Late to the party but here's my 2c. I believe most of the tools that were actually used to decode the unknown sites did it by downloading all systems within a set distance of Merope and testing those. That's certainly how my tool worked. There were a couple of systems that weren't in EDDB, but they were easy to find based on the nearest EDDB system. 99% of systems were already there as this is an extremely well explored area. This is the most practical method.

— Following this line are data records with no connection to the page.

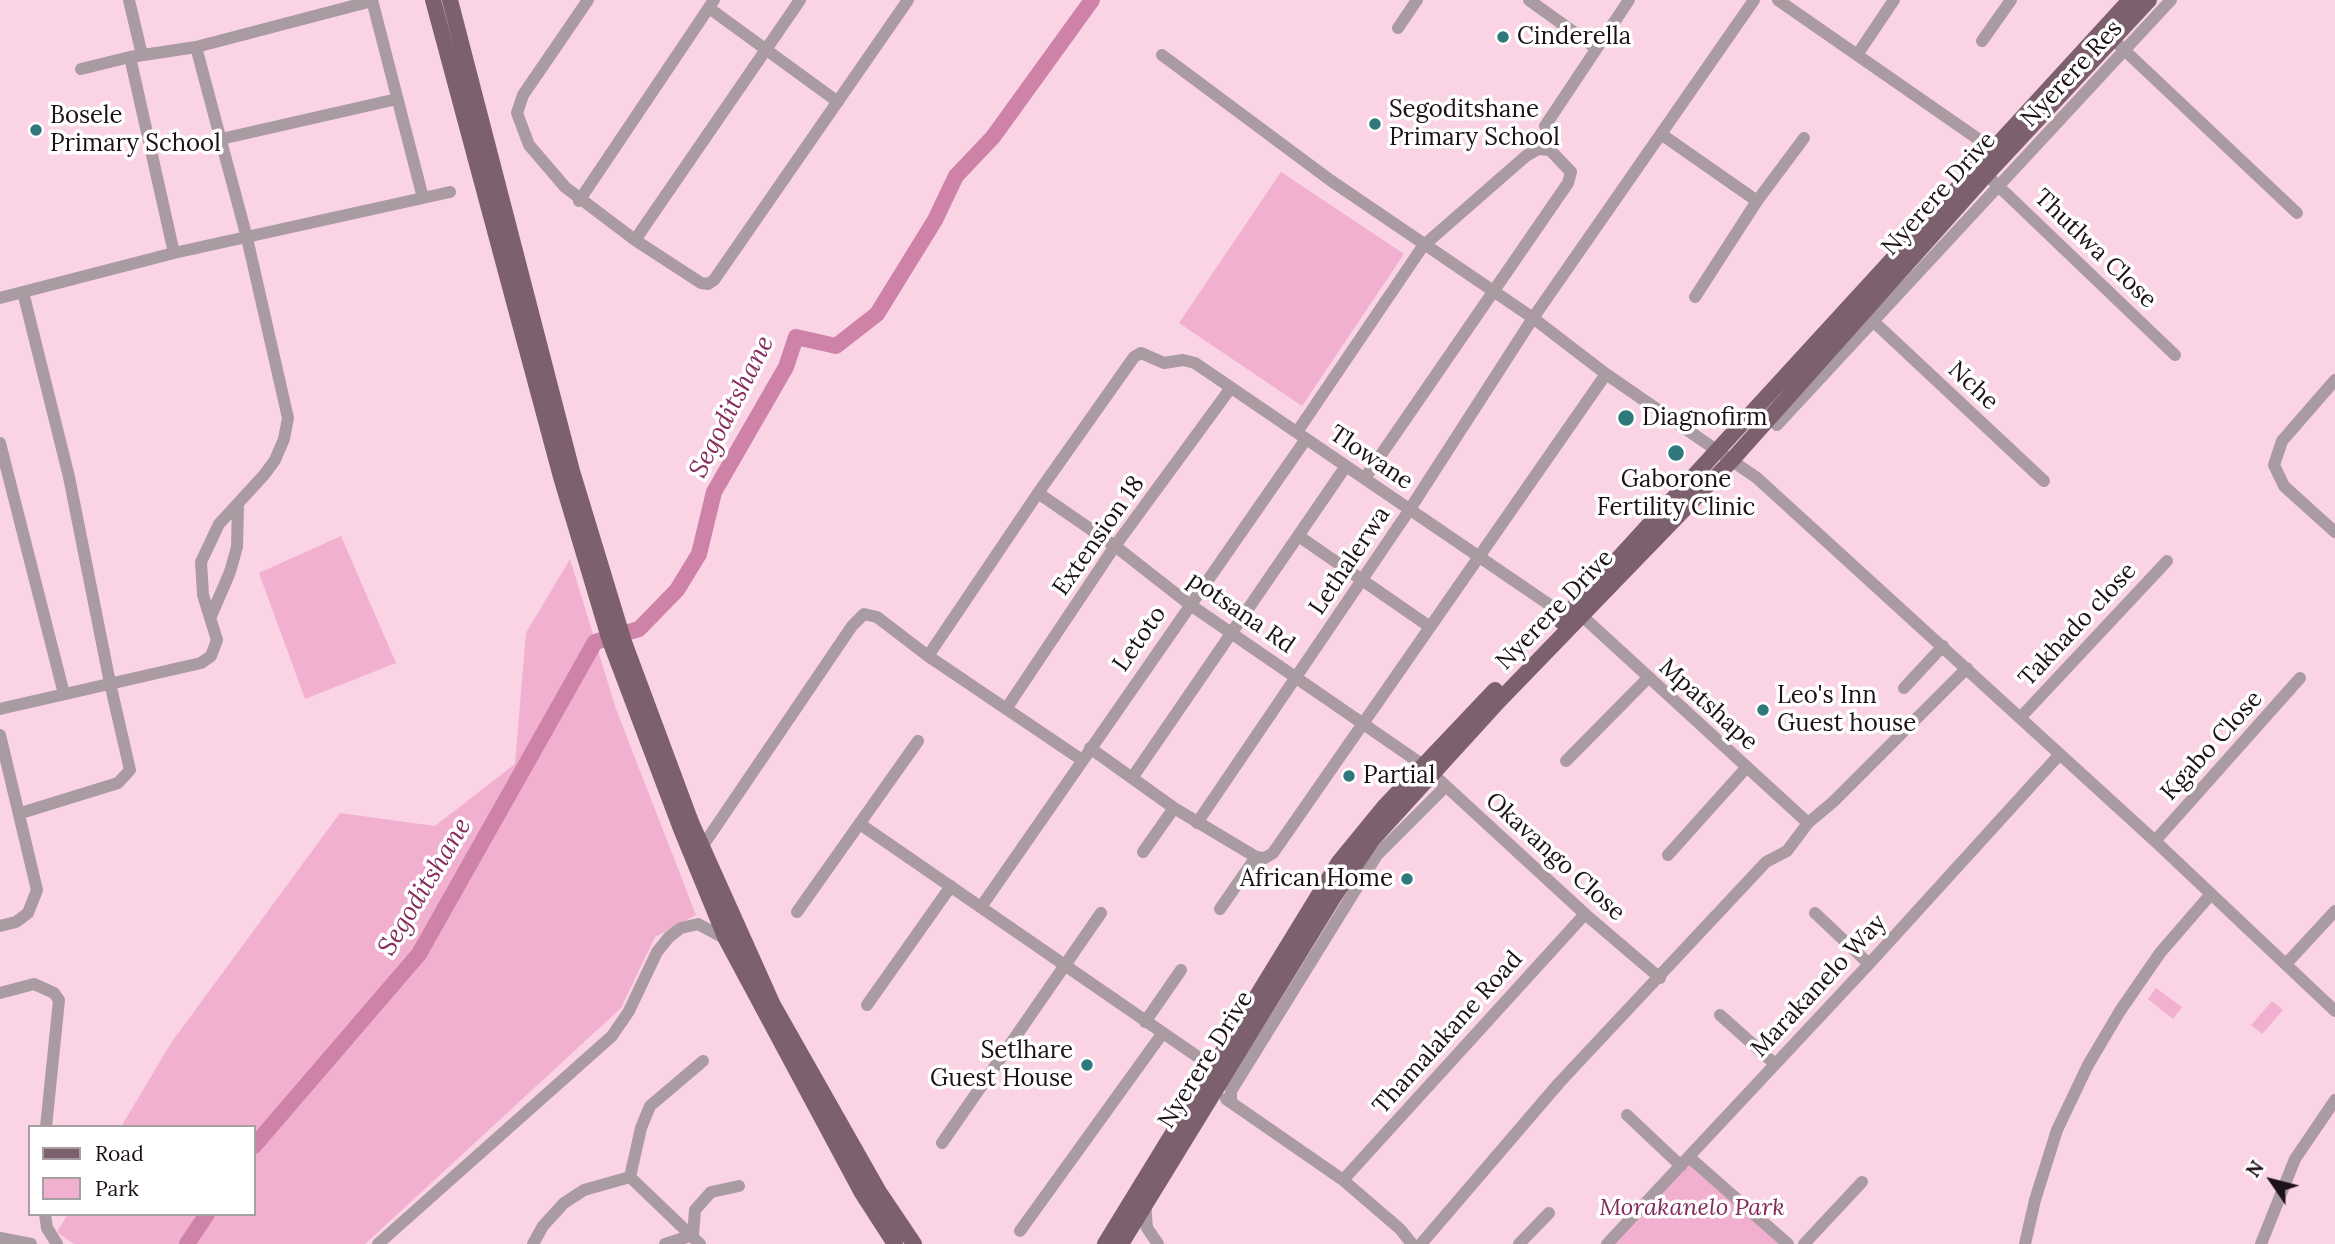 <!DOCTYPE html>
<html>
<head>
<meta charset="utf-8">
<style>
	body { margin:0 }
	#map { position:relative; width:2335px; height:1244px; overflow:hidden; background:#fad4e5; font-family:Lora,serif }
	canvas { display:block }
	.legend { position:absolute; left:28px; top:1125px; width:228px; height:91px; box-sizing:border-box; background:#fff; border:2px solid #a59fa2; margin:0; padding:9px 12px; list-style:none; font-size:21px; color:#1d1016 }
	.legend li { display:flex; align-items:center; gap:14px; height:35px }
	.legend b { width:35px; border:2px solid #a59fa2 }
	.north { position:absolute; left:2237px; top:1146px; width:70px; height:70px; -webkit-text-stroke:5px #fff; paint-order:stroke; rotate:305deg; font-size:19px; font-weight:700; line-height:28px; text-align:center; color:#1d1016 }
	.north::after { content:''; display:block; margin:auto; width:24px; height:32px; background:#1d1016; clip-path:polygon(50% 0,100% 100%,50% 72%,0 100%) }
</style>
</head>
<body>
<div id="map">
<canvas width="2335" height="1244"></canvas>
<ul class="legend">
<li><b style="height:9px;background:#7c606d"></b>Road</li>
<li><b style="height:19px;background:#f1b0cf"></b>Park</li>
</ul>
<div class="north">N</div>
</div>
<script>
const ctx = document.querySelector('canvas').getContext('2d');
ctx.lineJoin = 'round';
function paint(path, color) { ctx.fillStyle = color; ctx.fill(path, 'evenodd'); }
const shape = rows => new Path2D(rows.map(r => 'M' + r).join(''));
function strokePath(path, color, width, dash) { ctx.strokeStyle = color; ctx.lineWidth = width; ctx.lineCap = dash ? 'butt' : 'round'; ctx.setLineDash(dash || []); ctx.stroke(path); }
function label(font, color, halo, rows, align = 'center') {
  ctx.font = font + ' Lora,serif'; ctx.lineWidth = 7; ctx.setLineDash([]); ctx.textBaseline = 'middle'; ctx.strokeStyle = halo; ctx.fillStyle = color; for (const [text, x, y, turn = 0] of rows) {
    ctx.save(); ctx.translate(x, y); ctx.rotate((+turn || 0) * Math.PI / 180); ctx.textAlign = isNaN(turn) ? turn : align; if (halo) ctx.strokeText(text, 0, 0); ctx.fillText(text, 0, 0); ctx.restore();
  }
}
const green = shape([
	[1281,172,1404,254,1302,406,1179,323],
	[341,536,396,663,305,699,259,573],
	[570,559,616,709,696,915,655,937,621,1008,365,1244,74,1244,57,1232,68,1214,254,1214,254,1127,121,1127,171,1043,340,813,435,826,515,764,526,633],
	[2156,988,2182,1007,2173,1019,2148,999],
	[2272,1001,2283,1010,2262,1034,2251,1025],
	[1689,1157,1785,1244,1608,1244]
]);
const river = shape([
	[254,1146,419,954,595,642,639,629,677,590,699,554,714,492,786,367,796,337,836,346,877,314,935,220,956,176,993,137,1092,0],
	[187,1244,207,1214]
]);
const minor = shape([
	[129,0,142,55],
	[372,0,423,198],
	[588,0,523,95,517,113,529,145,565,187,635,240],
	[800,0,635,240,701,283,708,284,714,280,908,0],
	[1529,0,1596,48],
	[1778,0,1991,148],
	[709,8,838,102],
	[1398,28,1417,0],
	[1982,41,2011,0],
	[2119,45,2297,213],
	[1162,55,1330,180,1533,318,1606,374,1757,478,2155,841,2335,1011],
	[1857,55,1894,0],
	[81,69,130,57],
	[1545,126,1629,0],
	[1661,134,1757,201],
	[221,139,397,99],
	[1992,180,2175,355],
	[579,201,714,0],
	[174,253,130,57,196,47,372,1],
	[1695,297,1757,201,1804,138],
	[0,298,174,253,450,192],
	[1873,321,2044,481],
	[2335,380,2282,441,2274,465,2284,486,2335,532],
	[1777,425,2171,0],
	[1297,432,1423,246,1526,156,1538,149,1550,150,1571,172,1568,183,1365,478],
	[0,443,64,694],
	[1038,493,1115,546,1189,604,1423,765,1585,914,1660,978],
	[1300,537,1430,627],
	[1581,615,1808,823],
	[211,616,230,572,237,547,238,505],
	[928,656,1038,493,1134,357,1141,353,1164,363,1183,360,1195,363,1566,616],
	[1904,688,1943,646],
	[0,709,201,663,211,656,217,640,203,595,201,562,219,524,264,475,275,460,284,439,288,418,247,238,196,47],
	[1006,709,1115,546,1230,389],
	[2020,718,2167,561],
	[0,735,37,890,28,913,16,922,0,926],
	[1090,748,1174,808,1256,857,1265,858,1273,853,1606,374],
	[1566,761,1647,679],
	[1132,778,1346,466],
	[21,813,118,783,130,770,110,683,69,477,23,292],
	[1197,823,1410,509,1533,318,1754,0],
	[860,824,1214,1068],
	[2155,841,2300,678],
	[702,847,852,626,864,614,877,617,928,656,1082,760],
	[1143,852,1174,808],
	[1668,855,1746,768],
	[981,907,1306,439],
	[1220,909,1256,857],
	[797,912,918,741],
	[1815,913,1869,964],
	[2286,964,2335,911],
	[0,993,34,984,54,993,59,1000,46,1127],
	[867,1005,951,886],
	[1720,1015,1775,1064],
	[1145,1022,1181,970],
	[1226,1099,1343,1180,1400,1229,1412,1244],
	[1231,1102,1231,1091,1377,855,1446,786],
	[1627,1115,1681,1166],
	[942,1143,1101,913],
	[1689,1157,1788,1244],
	[630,1177,641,1128,650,1106,703,1061],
	[630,1177,700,1244],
	[1343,1180,1585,914],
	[1145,1203,1147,1228,1158,1244],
	[45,1214,47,1228,57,1244],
	[1020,1231,1162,1034],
	[0,1238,31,1244],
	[378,1244,612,1036,629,1011,657,952,669,937,681,928,698,924,726,939],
	[533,1244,543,1226,564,1203,584,1190,630,1177],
	[665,1244,693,1235,695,1210,711,1192,739,1186],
	[1421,1244,1559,1083,1766,862,1787,851,1808,823,1833,802,1967,668],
	[1519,1244,1549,1213],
	[1607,1244,1869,964,2060,754],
	[1804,1244,1862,1182],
	[2025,1244,2035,1200,2057,1130,2088,1065,2120,1011,2160,953,2211,894],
	[2261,1244,2295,1159,2335,1100]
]);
const major = shape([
	[433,0,561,477,610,641,681,829,726,939,862,1193,895,1244],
	[450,0,572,471,624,642,691,822,773,1005,879,1192,914,1244],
	[1561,621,2130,0],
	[1105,1244,1339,862,1384,807,1495,690],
	[1121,1244,1333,898,1372,840,1495,705,1732,460,1986,175,2149,0]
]);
const markers = [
	[1503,37,7,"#2f797c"],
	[1375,124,7,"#2f797c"],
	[36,130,7,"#2f797c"],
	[1626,418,9,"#2f797c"],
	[1676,453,9,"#2f797c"],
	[1763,710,7,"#2f797c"],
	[1349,776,7,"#2f797c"],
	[1407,879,7,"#2f797c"],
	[1087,1065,7,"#2f797c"]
];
const poiNames = [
	["Cinderella",1517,37],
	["Segoditshane",1389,110],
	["Primary School",1389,138],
	["Bosele",50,116],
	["Primary School",50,144],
	["Diagnofirm",1642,418],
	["Gaborone",1676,480,"center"],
	["Fertility Clinic",1676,508,"center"],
	["Leo's Inn",1777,696],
	["Guest house",1777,724],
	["Partial",1363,776],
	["African Home",1393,879,"right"],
	["Setlhare",1073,1051,"right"],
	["Guest House",1073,1079,"right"]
];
const streetNames = [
	["Nyerere Res",2072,74,-47],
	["Nyerere Drive",1939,194,-48],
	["Thutlwa Close",2095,249,44],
	["Nche",1973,386,43],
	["Tlowane",1371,458,34],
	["Extension 18",1099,536,-55],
	["Lethalerwa",1350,561,-56],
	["Nyerere Drive",1555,610,-46],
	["potsana Rd",1241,613,35],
	["Takhado close",2078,625,-47],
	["Letoto",1140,639,-55],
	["Mpatshape",1708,705,42],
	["Kgabo Close",2212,746,-48],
	["Okavango Close",1555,857,42],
	["Marakanelo Way",1819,986,-47],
	["Thamalakane Road",1448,1033,-48],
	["Nyerere Drive",1206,1060,-58]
];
const parkNames = [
	["Morakanelo Park",1692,1208]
];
const waterNames = [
	["Segoditshane",732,407,-63],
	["Segoditshane",425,887,-59]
];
paint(green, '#f1b0cf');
strokePath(river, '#ce82a8', 16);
strokePath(minor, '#aa9aa1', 12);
strokePath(major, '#7c606d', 16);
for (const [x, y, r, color] of markers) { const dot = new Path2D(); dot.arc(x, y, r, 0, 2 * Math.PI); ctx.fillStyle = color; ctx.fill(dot); strokePath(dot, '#fff', 2.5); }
label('24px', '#1d1016', '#fff', poiNames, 'left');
label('24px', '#1d1016', '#fff', streetNames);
label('italic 24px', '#832a5c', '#fff', parkNames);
label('italic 26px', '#872e60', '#fff', waterNames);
</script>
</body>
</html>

For a purely mathematical solution the technique you're looking for is trilateration:
https://en.wikipedia.org/wiki/Trilateration
You're on the right track, by the looks. This is how early mapping of the galaxy was done before the ED log included coordinates for visited systems. See this thread:
https://forums.frontier.co.uk/showt...-way-to-crowdsource-the-3D-system-coordinates
Here are a couple of things to know that may help with using this technique:
1. trilateration in 3D requires four points and distances to give an unambiguous answer. The UL only provides three distances to three systems so any calculation is going to give you two candidate solutions. (Think about how spheres intersect: in non-degenerative cases two spheres intersect to give a circle on a plane and a third sphere intersecting that circle will result in two points of intersection. A fourth sphere is required to determine which point is correct.)

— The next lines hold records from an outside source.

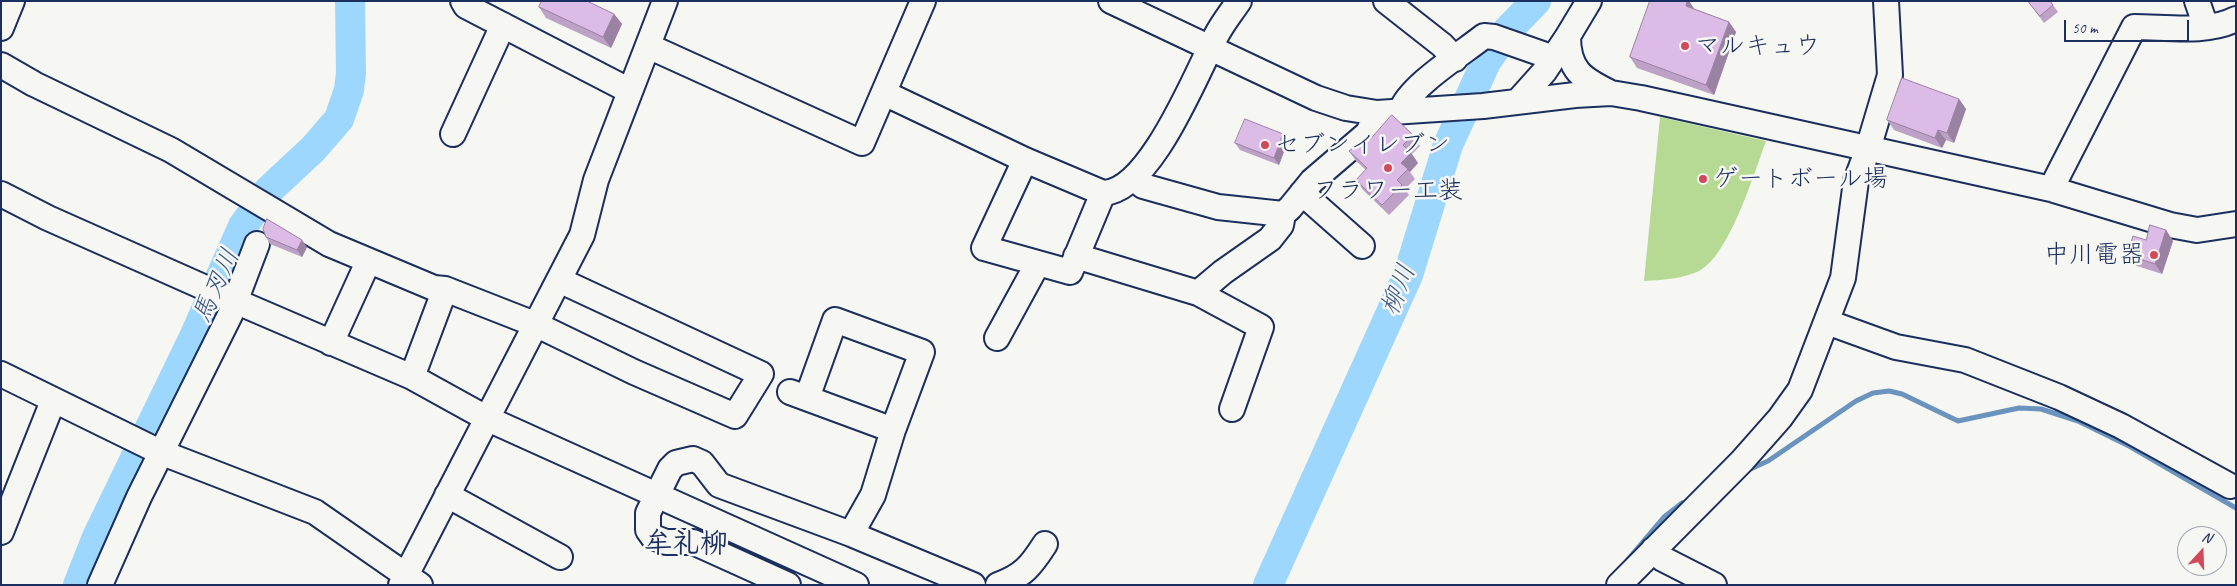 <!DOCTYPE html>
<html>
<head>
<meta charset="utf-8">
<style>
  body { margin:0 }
  #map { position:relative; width:2237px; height:586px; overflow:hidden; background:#f6f6f2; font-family:Caveat,sans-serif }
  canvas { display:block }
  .frame { position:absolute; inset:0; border:2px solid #1b2f5e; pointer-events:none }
  .north { position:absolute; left:2177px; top:526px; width:50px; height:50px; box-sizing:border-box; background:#f6f6f2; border:1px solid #9ea6b7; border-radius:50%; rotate:20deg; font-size:14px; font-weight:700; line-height:20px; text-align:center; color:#1b2f5e }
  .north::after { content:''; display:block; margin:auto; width:18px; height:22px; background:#d1495b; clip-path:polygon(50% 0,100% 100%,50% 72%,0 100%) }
  .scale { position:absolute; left:2064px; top:20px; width:125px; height:22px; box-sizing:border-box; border:2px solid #1b2f5e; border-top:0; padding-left:6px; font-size:15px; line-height:18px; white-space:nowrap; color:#1b2f5e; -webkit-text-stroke:4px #f6f6f2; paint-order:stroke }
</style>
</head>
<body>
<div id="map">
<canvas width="2237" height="586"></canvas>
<div class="frame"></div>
<div class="north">N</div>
<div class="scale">50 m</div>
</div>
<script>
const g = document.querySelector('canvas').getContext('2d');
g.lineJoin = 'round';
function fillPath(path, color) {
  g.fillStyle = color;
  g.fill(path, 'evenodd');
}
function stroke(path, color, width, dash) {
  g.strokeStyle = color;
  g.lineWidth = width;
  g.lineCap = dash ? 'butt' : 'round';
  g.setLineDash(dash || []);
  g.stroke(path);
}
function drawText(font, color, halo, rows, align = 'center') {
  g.font = font + ' Caveat,"Klee One",sans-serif';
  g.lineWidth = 5;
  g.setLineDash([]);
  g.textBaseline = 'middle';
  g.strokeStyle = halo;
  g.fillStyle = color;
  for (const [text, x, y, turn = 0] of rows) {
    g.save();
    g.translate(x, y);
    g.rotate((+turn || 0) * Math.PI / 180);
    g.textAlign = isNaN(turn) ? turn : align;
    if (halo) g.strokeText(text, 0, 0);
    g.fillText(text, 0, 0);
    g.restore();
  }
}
fillPath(new Path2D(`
  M1660,117L1766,141C1754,173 1729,258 1697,272C1680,279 1662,280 1644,281Z`), '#b6da94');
stroke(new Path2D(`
  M1746,471L1768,461L1856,401L1873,393L1889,391L1902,394L1958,421L2019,408L2041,409L2078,421L2129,446L2236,508
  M1619,570L1664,517L1682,503`), '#6a94be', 5);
stroke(new Path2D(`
  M78,585L97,537L194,337L243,226L269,190L313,149L339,119L349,90L351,73L350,1
  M1268,585L1408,275L1448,145L1486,62L1508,30L1536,1`), '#9ed7fe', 30);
const minor = new Path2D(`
  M463,1L466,6L630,91
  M1111,1L1316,98L1346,108L1377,113L1483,106L1575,95L1611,93L1641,98L2051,189L2170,225L2197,230L2236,224
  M1386,1L1442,45L1455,59
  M2197,1L2206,27
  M1,28L12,1
  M1568,36L1589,1
  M648,46L862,143L923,1
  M1,65L34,84L171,150L329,244L434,288L445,289L537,325L634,372L735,416L761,374L559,280
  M884,93L1025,160L1103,193
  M1518,101L1544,72L1568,36C1568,70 1582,79 1611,93
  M1401,111C1408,87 1463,53 1484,36L1494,37L1554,58
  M453,134L503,25
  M1025,160L984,248L1070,272L1103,193C1150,192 1196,74 1216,36C1222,24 1231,13 1239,1
  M1134,178L1143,186L1218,207L1283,214L1290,208L1312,181L1368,133L1377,113
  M2051,189L2134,27C2166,27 2207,34 2236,19
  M1302,193L1362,246
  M1,194L48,218L228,298L412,377L488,419L856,585
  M1076,256L1198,293L1223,272L1270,239L1281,225L1283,214
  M1198,293L1261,327L1232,409
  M1827,322L1896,347L1965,360L2059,397L2121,426L2230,486
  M997,338L1038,263
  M331,343L368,262
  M1,374L160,452L315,512L420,585
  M412,377L445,289
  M790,392L893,430L873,495L851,534
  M807,398L835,320L922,352L893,430
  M447,495L560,557
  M1,532L53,401
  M1653,550L1663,559L1714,585
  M100,585L139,497L230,315L257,244
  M401,585L582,235L596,180L665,1
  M788,585L693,542H666L653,537L648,530V513L670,469L676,463L693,459L702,463L719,485L851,534L973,585
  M998,585C1023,576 1031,566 1045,544
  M1619,585L1742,461L1780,418L1800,390L1843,278L1856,181L1868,149L1890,75L1886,1`);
stroke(minor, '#1b2f5e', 28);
stroke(minor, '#f6f6f2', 24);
fillPath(new Path2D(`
  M1650,1H1689L1694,9L1729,22L1736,32L1714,95L1637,68L1630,57Z
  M2028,1H2050L2058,12L2044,23Z
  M539,7L614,14L622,24L611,48L546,18Z
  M1959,99L1966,109L1954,143L1946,140L1942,148L1894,130L1887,120Z
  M1283,134L1288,141L1279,165L1240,150L1235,143Z
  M1413,135L1420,146L1412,154L1418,163L1410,172L1415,179L1405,189L1409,195L1389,215L1363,190L1356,180L1366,170L1356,161L1349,151L1370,139Z
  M2166,230L2173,241L2162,274L2134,265L2127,255L2146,240Z
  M266,237L307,247L302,257L270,244Z`), '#bda1c7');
fillPath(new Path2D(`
  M1687,1H1689L1695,10L1686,6Z
  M614,14L622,24L611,48L603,37Z
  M1729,22L1736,32L1714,95L1706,85Z
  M1959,99L1966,109L1954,143L1947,133Z
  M1938,130L1946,140L1942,148L1935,138Z
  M1283,134L1288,141L1279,165L1274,158Z
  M1411,153L1418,163L1410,172L1401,163Z
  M2166,230L2173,241L2162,274L2155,264Z
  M302,240L307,247L302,257L297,250Z`), '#9a83a2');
const building = new Path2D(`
  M542,1H587L614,14L603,37L539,7Z
  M1650,1H1687L1686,6L1729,22L1706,85L1630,57Z
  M2028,1H2050L2053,5L2040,16Z
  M1902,78L1959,99L1947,133L1938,130L1935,138L1887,120Z
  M1392,115L1413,135L1403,145L1411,153L1401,163L1408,169L1397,180L1402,185L1382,205L1356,180L1367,168L1349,151L1367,136L1370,139Z
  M1245,119L1283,134L1274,158L1235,143Z
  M267,219L302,240L297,250L266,237L263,229Z
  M2150,225L2166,230L2155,264L2127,255L2133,236L2146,240Z`);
fillPath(building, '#dcbbe7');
stroke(building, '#9a83a2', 1);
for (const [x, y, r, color] of [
  [1685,46,5,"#d1495b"],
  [1265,145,5,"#d1495b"],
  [1388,168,5,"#d1495b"],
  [1703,179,5,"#d1495b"],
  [2154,255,5,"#d1495b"]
]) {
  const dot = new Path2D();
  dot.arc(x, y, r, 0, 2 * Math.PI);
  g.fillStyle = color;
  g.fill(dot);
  stroke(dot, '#f6f6f2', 2);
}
drawText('25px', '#1b2f5e', '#f6f6f2', [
  ["マルキュウ",1695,46],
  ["セブンイレブン",1275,145],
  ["ゲートボール場",1713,179],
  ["フラワー工装",1388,191,"center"],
  ["中川電器",2144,255,"right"]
], 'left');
drawText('italic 26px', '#3c5986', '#f6f6f2', [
  ["馬刃川",217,286,-66],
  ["柳川",1399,290,-68]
]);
drawText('bold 28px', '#1b2f5e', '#f6f6f2', [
  ["牟礼柳",686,545]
]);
</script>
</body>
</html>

2. the distances reported by the UL are not necessarily very precise. This is due both to the way the distances are encoded and also due to the way distances are calculated in ED (which has some error introduced due to rounding).
3. coordinates in ED are stored internally as fixed point numbers that have a precision of 1/32 Ly.
So the results will be imprecise, but if you're just going to eyeball the candidate solutions in the Galmap then they should be good enough. If you wanted better accuracy a good way to check would be to find the nearest 8 valid coordinates (i.e. the eight points that fall on the 1/32 Ly grid and that surround the candidate solution), and then calculate the distance from each reference to each of those valid coordinates, and then re-encode those distances and see which coordinates match the UL data. That's a lot of work to do manually though.